◆ **Supplied material**:
Content starts
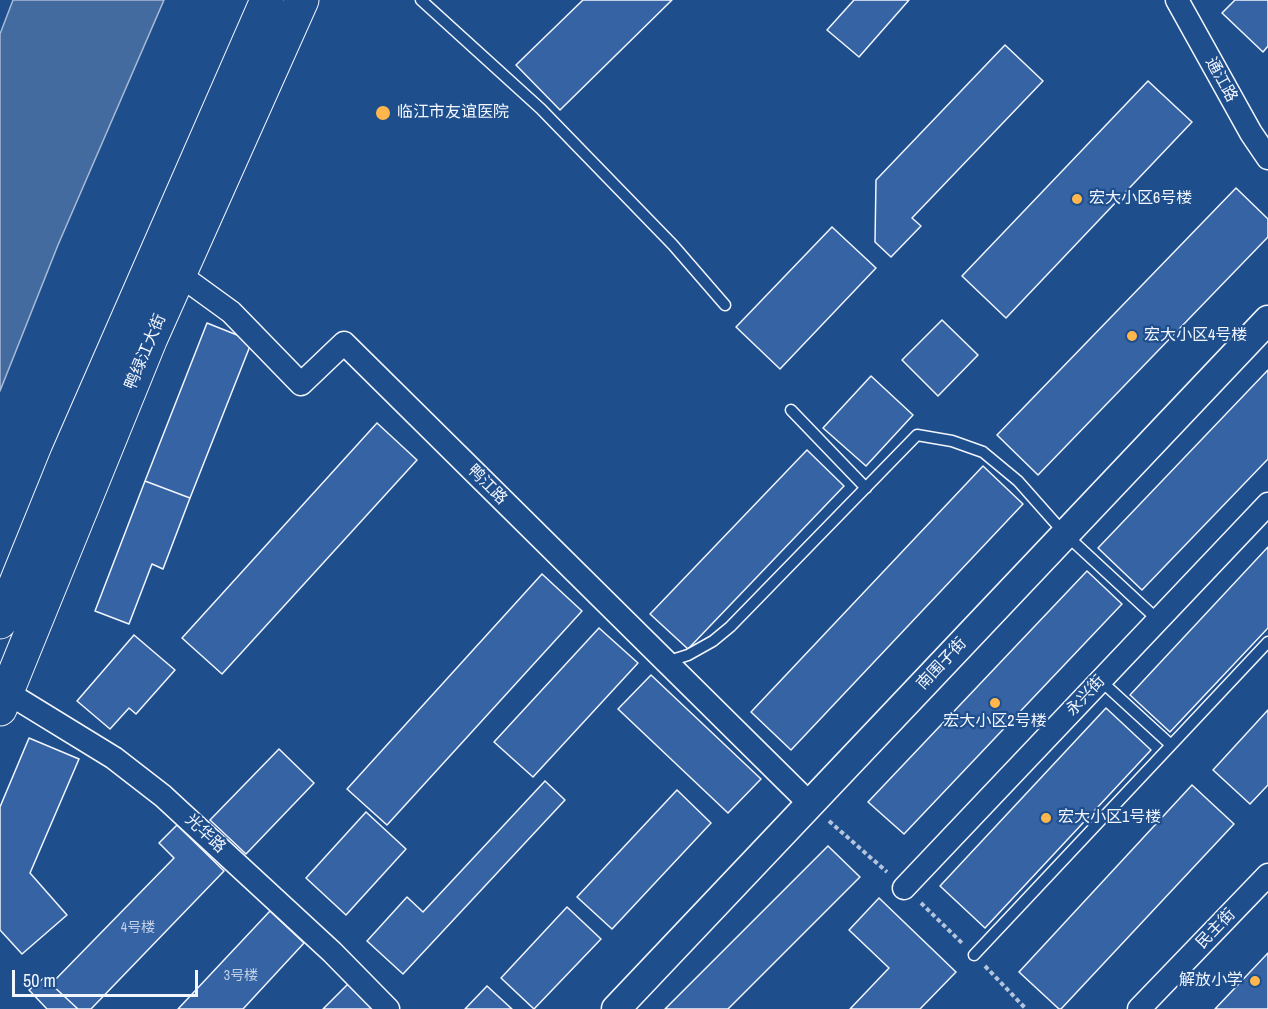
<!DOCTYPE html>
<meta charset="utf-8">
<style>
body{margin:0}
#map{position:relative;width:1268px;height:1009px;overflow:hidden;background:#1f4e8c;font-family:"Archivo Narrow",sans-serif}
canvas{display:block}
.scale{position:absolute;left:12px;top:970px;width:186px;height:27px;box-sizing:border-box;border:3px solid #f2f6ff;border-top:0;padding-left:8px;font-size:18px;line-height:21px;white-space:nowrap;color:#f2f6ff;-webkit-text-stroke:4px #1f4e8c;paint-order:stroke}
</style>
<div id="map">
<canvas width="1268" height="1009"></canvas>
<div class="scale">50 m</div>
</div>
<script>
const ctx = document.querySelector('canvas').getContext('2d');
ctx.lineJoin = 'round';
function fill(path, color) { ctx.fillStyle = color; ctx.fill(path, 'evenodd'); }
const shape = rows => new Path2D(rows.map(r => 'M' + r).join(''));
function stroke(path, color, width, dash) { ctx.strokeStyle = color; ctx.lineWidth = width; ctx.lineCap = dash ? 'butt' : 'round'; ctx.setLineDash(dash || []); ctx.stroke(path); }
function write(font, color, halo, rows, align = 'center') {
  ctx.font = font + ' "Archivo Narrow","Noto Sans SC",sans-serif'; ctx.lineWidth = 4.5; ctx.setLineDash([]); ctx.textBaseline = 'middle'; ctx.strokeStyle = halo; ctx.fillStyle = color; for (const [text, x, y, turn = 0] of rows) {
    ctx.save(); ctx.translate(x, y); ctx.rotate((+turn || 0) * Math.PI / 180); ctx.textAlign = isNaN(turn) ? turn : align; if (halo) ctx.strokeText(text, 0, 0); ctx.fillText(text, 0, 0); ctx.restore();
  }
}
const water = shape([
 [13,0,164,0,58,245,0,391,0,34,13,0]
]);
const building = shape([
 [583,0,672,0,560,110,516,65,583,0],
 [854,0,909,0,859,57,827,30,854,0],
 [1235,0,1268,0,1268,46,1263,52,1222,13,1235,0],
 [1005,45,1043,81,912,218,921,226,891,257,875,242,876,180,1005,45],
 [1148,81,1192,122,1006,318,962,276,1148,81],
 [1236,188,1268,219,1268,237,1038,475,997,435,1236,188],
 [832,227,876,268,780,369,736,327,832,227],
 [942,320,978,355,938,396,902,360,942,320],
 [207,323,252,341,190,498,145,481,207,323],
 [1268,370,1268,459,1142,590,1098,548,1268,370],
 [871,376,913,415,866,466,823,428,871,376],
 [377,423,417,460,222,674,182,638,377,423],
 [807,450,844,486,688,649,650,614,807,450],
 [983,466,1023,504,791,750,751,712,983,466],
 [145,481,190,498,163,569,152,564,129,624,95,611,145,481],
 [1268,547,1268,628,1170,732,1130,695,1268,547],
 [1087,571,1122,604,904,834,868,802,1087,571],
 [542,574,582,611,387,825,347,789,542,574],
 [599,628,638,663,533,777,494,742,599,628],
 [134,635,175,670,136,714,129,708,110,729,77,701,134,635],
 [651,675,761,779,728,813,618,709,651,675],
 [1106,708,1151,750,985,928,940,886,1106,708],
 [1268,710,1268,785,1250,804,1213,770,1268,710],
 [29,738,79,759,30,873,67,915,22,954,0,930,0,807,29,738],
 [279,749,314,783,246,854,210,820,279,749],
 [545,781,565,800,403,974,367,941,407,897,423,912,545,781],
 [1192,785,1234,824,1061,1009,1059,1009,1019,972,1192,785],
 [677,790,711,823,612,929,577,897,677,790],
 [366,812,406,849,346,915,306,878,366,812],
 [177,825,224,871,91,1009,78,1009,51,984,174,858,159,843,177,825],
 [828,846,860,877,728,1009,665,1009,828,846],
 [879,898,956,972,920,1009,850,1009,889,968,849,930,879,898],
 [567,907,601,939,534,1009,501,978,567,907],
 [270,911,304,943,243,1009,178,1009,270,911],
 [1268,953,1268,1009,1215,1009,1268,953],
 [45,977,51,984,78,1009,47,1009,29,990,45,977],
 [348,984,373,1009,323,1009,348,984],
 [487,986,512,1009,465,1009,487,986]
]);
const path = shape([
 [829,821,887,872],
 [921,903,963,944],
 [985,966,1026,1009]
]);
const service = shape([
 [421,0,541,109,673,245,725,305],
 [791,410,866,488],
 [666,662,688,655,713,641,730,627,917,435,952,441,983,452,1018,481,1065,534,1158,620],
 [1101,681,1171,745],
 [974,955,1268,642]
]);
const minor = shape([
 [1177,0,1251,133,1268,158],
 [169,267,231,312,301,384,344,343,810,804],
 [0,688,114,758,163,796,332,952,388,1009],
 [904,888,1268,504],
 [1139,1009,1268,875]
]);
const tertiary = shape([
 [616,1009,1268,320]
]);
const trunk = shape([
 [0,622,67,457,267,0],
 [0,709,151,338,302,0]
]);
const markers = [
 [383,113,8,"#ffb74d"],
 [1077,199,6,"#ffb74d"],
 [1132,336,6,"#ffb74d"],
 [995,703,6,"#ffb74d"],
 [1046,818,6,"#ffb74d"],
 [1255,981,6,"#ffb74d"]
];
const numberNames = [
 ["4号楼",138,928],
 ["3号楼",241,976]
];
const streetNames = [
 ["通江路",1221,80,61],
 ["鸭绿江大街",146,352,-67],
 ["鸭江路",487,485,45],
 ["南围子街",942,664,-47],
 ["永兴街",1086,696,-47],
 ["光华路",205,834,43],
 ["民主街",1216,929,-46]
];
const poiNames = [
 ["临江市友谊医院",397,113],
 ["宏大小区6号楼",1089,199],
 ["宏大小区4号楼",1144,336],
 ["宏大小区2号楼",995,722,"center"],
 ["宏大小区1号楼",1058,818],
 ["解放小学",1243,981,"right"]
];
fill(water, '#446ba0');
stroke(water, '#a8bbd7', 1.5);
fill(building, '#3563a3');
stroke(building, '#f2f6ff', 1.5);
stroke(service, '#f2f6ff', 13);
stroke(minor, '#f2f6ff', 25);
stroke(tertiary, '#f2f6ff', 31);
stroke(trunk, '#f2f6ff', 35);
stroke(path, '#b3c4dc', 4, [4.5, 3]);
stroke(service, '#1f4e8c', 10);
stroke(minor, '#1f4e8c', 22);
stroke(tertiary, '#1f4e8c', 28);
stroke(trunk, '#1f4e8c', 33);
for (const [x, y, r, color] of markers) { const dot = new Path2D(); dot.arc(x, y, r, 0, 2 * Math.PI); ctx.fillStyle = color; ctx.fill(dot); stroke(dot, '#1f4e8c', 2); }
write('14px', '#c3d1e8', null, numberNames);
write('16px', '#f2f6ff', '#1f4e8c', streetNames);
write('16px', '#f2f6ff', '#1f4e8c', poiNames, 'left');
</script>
Content ends
◆ **Goal of the exercise**:
Search the material for the word "lineWidth". Each line where it is found must be copied.

◆ **Reply to the task**:
function stroke(path, color, width, dash) { ctx.strokeStyle = color; ctx.lineWidth = width; ctx.lineCap = dash ? 'butt' : 'round'; ctx.setLineDash(dash || []); ctx.stroke(path); }
  ctx.font = font + ' "Archivo Narrow","Noto Sans SC",sans-serif'; ctx.lineWidth = 4.5; ctx.setLineDash([]); ctx.textBaseline = 'middle'; ctx.strokeStyle = halo; ctx.fillStyle = color; for (const [text, x, y, turn = 0] of rows) {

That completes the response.